# Standby generator on/off switch



## J. V. (Jun 1, 2007)

Check the diagram for the unit. You may need to take a picture of the diagram and post it. I tried to guess how to do it, but changed my mind.

Note: If the gen switch is in the open position when the unit is in automatic, you can run two wires to where ever you want and connect a single pole switch in parallel with the generator switch. Terminal to terminal.

Edit. Both "off" switches will need to connected in series, not parallel.


----------



## joed (Mar 13, 2005)

Where is the transfer switch? That is what is sending the run signal to the generator. There should be a set of contacts in there that you should be able to put a switch in series with and remove the "power fail" signal that starts the generator when in auto mode.

Post the info on the transfer switch. Drawings would be great.


----------



## Jeremy Hillary Boob PhD (Nov 11, 2008)

J. V. said:


> Check the diagram for the unit. You may need to take a picture of the diagram and post it. I tried to guess how to do it, but changed my mind.
> 
> Note: If the gen switch is in the open position when the unit is in automatic, you can run two wires to where ever you want and connect a single pole switch in parallel with the generator switch. Terminal to terminal.


Thanks for the response. Here's the wiring diagram for the generator.


----------



## Jeremy Hillary Boob PhD (Nov 11, 2008)

joed said:


> Where is the transfer switch? That is what is sending the run signal to the generator. There should be a set of contacts in there that you should be able to put a switch in series with and remove the "power fail" signal that starts the generator when in auto mode.
> 
> Post the info on the transfer switch. Drawings would be great.


Thanks for the reply. Yes, it would be fine if something could be done at the transfer switch, but I don't see how that could work. In any case, here's the wiring diagram.


----------



## Speedy Petey (Feb 1, 2004)

It's funny, one of my good friends has the same unit (B&S 7kW I assume) and has the exact same request. 

JoeD, once the unit is running I can't think of a way to shut it off from the transfer panel. You can keep it from starting by interrupting the start circuit, but I don't think that is a maintained contact.

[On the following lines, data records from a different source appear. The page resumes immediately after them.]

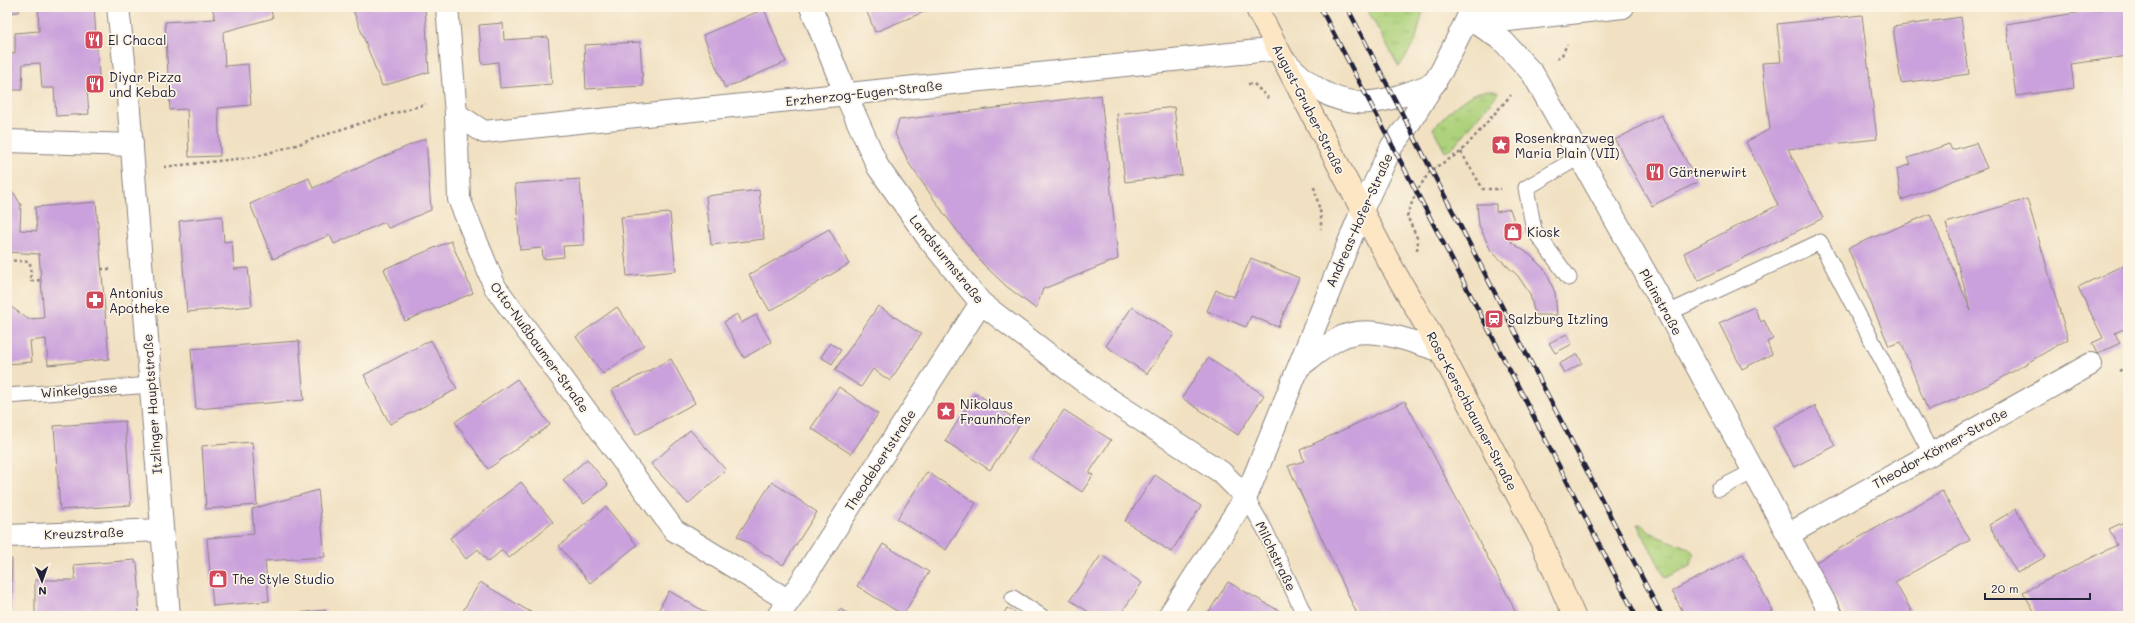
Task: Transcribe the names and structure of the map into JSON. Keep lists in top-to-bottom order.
{
  "streets": {
    "main road": ["August-Gruber-Straße", "Rosa-Kerschbaumer-Straße"],
    "street": [
      "Erzherzog-Eugen-Straße",
      "Andreas-Hofer-Straße",
      "Landsturmstraße",
      "Plainstraße",
      "Otto-Nußbaumer-Straße",
      "Itzlinger Hauptstraße",
      "Theodor-Körner-Straße",
      "Theodebertstraße",
      "Kreuzstraße"
    ],
    "lane": ["Winkelgasse", "Milchstraße"]
  },
  "crossings": [
    ["Erzherzog-Eugen-Straße", "August-Gruber-Straße"],
    ["Erzherzog-Eugen-Straße", "Landsturmstraße"],
    ["Erzherzog-Eugen-Straße", "Otto-Nußbaumer-Straße"],
    ["August-Gruber-Straße", "Andreas-Hofer-Straße"],
    ["August-Gruber-Straße", "Rosa-Kerschbaumer-Straße"],
    ["Andreas-Hofer-Straße", "Landsturmstraße"],
    ["Andreas-Hofer-Straße", "Plainstraße"],
    ["Andreas-Hofer-Straße", "Rosa-Kerschbaumer-Straße"],
    ["Andreas-Hofer-Straße", "Milchstraße"],
    ["Landsturmstraße", "Theodebertstraße"],
    ["Landsturmstraße", "Milchstraße"],
    ["Plainstraße", "Theodor-Körner-Straße"],
    ["Otto-Nußbaumer-Straße", "Theodebertstraße"],
    ["Winkelgasse", "Itzlinger Hauptstraße"],
    ["Itzlinger Hauptstraße", "Kreuzstraße"]
  ],
  "places": {
    "restaurant": ["El Chacal", "Diyar Pizza und Kebab", "Gärtnerwirt"],
    "place": ["Rosenkranzweg Maria Plain (VII)", "Nikolaus Fraunhofer"],
    "shop": ["Kiosk", "The Style Studio"],
    "pharmacy": ["Antonius Apotheke"],
    "station": ["Salzburg Itzling"]
  },
  "scale_bar": "20 m",
  "north": "bottom"
}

I was going to install a SP switch on the outside of the generator unit with a rubber boot on it. This can most likely be wired in series with the small fuse in the wiring panel, but I haven't researched it yet.


----------



## joed (Mar 13, 2005)

Speedy Petey said:


> It's funny, one of my good friends has the same unit (B&S 7kW I assume) and has the exact same request.
> 
> JoeD, once the unit is running I can't think of a way to shut it off from the transfer panel. You can keep it from starting by interrupting the start circuit, but I don't think that is a maintained contact.
> 
> I was going to install a SP switch on the outside of the generator unit with a rubber boot on it. This can most likely be wired in series with the small fuse in the wiring panel, but I haven't researched it yet.



There has to be some sort of "run" signal that goes to the genny to tell it the power is out. I can't tell from drawing provided where that is. It probably comes from the control board.
Can you post a drawing of how the interconnect the genny to the transfer switch.


----------



## Speedy Petey (Feb 1, 2004)

The genny does not care if the power is out, the transfer switch does. The transfer switch has a 240v sensing circuit (labeled 240v in the above image). 

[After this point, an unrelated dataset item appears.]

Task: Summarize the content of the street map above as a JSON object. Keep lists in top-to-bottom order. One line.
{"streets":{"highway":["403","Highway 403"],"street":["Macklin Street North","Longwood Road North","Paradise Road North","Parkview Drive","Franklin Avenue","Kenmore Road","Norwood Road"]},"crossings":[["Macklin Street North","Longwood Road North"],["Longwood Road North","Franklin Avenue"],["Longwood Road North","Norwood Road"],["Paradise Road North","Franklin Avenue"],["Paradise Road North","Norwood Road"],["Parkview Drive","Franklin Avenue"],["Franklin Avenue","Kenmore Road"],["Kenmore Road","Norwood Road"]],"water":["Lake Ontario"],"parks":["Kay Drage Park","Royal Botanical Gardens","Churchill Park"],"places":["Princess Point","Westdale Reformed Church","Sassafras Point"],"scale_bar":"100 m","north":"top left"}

Actually, along with the "start" function there has to be a "run" circuit from the switch to the genny, how else would the switch turn the genny off? 
I guess this should have been obvious to me. I have to dig into the wiring diagram some more.


----------



## Jeremy Hillary Boob PhD (Nov 11, 2008)

Speedy Petey said:


> The genny does not care if the power is out, the transfer switch does. The transfer switch has a 240v sensing circuit (labeled 240v in the above image).
> 
> Actually, along with the "start" function there has to be a "run" circuit from the switch to the genny, how else would the switch turn the genny off?
> I guess this should have been obvious to me. I have to dig into the wiring diagram some more.

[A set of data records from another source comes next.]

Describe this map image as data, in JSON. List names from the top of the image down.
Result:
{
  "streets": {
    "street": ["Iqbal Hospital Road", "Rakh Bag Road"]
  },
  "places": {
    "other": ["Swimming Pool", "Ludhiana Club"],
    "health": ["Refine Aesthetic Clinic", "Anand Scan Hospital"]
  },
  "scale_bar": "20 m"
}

I'm not an electrician (and I don't even play one on TV...), but my understanding is that it is the generator that senses when power goes out and turns itself on---and similarly it senses when power is restored and turns itself off. If you look at the attached image, point "B" is described as follows: "240 Volt Utility — Use to hook up the 240V utility leads from the transfer switch to the generator." That is, it is directly connected to the utility line and (I assume) this is how the generator senses when the power goes off. The transfer switch, on the other hand, simply serves to feed the power from the generator into the house, while making sure that power does not back feed into the utility line.

Of course, I could be wrong, but that's the way I understood it when I was installing it.


----------



## joed (Mar 13, 2005)

Sounds possible. It can be confirmed by pulling that plug off. The generator should start.
If that's true then my idea would not work since you would need to apply 240 volts to shut the genny off. I was hoping for some sort of contact that closes (or opens) to tell the genny to run. Then you could put a switch in series.

What is the make and model of the transfer switch? I would like to try and find a manual on line for it.


----------



## J. V. (Jun 1, 2007)

I am sorry I cannot read the diagram you posted. It's a combination of my eyesight and the drawing size.
Speedy and Joed. Look at the switch labeled auto/off. If that switch will shut off the generator, does it not make sense that you could basically extend this switch? I am not an expert on generators by any means, but am very familiar with basic control functions. 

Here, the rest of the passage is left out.